Trabzonspor untermauert einmal mehr ihren Ruf als exzellente Talentschmiede und Verhandlungsmeister auf dem internationalen Transfermarkt. In den vergangenen Jahren hat der Traditionsklub immer wieder mit hohen Transfererlösen für Aufsehen gesorgt, und nun folgt der nächste wirtschaftliche Paukenschlag. Durch den fixen Wechsel von Christ Inao Oulai zur AC Florenz hat der türkische Erstligist die höchste Ablösesumme erzielt, die der Verein jemals für einen ausländischen Akteur eingenommen hat. Wie die Bordeauxrot-Blauen in einer offiziellen Mitteilung an die Offenlegungsplattform KAP bekannt gaben, fließen enorme Summen in die Klubkasse, wodurch der Abgang ein historisches Ausmaß annimmt.

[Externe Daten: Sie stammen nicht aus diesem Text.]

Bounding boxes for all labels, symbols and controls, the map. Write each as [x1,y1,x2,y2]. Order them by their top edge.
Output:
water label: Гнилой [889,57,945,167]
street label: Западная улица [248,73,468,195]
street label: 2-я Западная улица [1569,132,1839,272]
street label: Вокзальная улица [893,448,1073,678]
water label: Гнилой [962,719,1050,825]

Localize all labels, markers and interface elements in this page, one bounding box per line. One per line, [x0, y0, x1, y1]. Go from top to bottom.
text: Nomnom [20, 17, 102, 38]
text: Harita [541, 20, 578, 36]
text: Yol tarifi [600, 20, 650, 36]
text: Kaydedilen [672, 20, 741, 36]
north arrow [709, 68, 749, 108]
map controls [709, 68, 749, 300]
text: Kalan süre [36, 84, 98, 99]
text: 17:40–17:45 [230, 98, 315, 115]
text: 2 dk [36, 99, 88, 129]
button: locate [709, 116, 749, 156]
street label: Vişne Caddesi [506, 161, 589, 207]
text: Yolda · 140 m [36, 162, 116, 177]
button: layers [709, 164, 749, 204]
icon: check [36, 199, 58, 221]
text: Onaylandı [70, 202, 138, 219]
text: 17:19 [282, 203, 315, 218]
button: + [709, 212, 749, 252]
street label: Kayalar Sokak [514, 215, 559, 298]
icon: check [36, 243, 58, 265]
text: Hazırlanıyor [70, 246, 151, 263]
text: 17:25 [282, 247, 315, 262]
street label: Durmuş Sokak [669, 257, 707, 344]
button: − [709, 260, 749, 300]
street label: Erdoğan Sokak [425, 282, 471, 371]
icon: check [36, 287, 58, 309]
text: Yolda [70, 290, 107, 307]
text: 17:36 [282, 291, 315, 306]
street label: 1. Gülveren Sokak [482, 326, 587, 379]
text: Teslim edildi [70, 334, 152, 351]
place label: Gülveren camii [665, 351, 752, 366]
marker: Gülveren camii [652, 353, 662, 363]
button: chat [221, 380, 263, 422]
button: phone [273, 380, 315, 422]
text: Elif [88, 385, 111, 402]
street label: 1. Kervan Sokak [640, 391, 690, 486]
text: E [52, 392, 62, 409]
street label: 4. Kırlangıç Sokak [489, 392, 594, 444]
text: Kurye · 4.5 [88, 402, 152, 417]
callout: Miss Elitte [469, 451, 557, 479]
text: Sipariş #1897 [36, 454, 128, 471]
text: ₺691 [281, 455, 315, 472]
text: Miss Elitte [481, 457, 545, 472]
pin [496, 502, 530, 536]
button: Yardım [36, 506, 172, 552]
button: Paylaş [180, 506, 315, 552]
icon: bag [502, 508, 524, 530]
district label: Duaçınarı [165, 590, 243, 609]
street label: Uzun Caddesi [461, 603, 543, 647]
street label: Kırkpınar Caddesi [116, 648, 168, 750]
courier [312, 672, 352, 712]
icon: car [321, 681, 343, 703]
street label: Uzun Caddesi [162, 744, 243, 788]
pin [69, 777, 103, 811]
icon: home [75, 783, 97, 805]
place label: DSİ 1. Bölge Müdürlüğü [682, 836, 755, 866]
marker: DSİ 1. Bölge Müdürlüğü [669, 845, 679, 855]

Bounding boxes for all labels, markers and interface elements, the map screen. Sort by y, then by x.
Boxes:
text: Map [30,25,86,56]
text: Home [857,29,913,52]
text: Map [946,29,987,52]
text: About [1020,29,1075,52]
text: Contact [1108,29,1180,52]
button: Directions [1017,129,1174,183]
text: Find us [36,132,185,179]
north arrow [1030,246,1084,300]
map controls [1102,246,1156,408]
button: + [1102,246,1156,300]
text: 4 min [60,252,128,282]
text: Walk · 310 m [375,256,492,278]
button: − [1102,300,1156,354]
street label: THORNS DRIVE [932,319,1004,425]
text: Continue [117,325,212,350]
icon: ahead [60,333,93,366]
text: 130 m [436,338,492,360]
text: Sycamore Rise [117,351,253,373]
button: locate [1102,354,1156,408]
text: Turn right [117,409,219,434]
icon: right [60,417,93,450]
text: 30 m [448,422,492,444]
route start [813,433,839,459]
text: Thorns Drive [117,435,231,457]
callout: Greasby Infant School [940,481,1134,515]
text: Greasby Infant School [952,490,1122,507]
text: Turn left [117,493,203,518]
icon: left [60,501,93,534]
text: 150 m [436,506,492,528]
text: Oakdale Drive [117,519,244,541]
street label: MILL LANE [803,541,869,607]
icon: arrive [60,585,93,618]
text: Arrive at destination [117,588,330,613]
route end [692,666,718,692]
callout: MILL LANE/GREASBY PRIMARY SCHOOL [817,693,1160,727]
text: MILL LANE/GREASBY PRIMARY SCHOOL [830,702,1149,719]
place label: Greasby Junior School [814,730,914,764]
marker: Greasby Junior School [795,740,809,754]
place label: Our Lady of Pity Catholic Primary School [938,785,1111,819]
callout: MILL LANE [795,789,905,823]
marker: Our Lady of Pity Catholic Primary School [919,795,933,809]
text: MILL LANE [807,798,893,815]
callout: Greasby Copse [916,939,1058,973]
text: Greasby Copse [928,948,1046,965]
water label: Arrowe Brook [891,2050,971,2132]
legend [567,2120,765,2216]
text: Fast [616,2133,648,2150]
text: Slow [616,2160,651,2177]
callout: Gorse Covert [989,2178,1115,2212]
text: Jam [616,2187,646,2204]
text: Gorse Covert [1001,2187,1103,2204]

Für den festen Transfer von Christ Inao Oulai erhält der Klub eine garantierte Ablösesumme von 26 Millionen Euro. Hinzu kommen leistungsabhängige Bonuszahlungen von bis zu 4,061 Millionen Euro, wodurch das Gesamtvolumen des Transfers auf bis zu 30,061 Millionen Euro steigen kann. Darüber hinaus sicherte sich das Management eine Beteiligung von zehn Prozent an der Netto-Ablösesumme eines möglichen zukünftigen Weiterverkaufs des Spielers durch die Italiener. Mit diesem Geschäft ist der Mittelfeldmann offiziell der teuerste ausländische Abgang der Vereinsgeschichte.
Ugurcan Cakir bleibt die unangefochtene Nummer eins der Rekordtransfers
Obwohl der Deal mit den Italienern neue Maßstäbe im Bereich der ausländischen Profis setzt, wird der absolute Spitzenwert des Klubs auf nationaler Ebene gehalten. Den höchsten Transfererlös der gesamten Vereinsgeschichte erzielte der Klub nämlich mit dem spektakulären Verkauf von Starkeeper Ugurcan Cakir an den Ligakonkurrenten Galatasaray. Nach Angaben des Vereins umfasst dieser Transfer eine garantierte Ablösesumme von 33 Millionen Euro inklusive Mehrwertsteuer sowie erfolgsabhängige Bonuszahlungen in Höhe von drei Millionen Euro. Damit beläuft sich das Gesamtvolumen dieses Geschäfts auf stolze 36 Millionen Euro inklusive Mehrwertsteuer und stellt den bis heute unerreichten Vereinsrekord dar. Christ Oulai reiht sich somit direkt hinter dem Nationaltorhüter auf dem finanziellen Podium des Klubs ein.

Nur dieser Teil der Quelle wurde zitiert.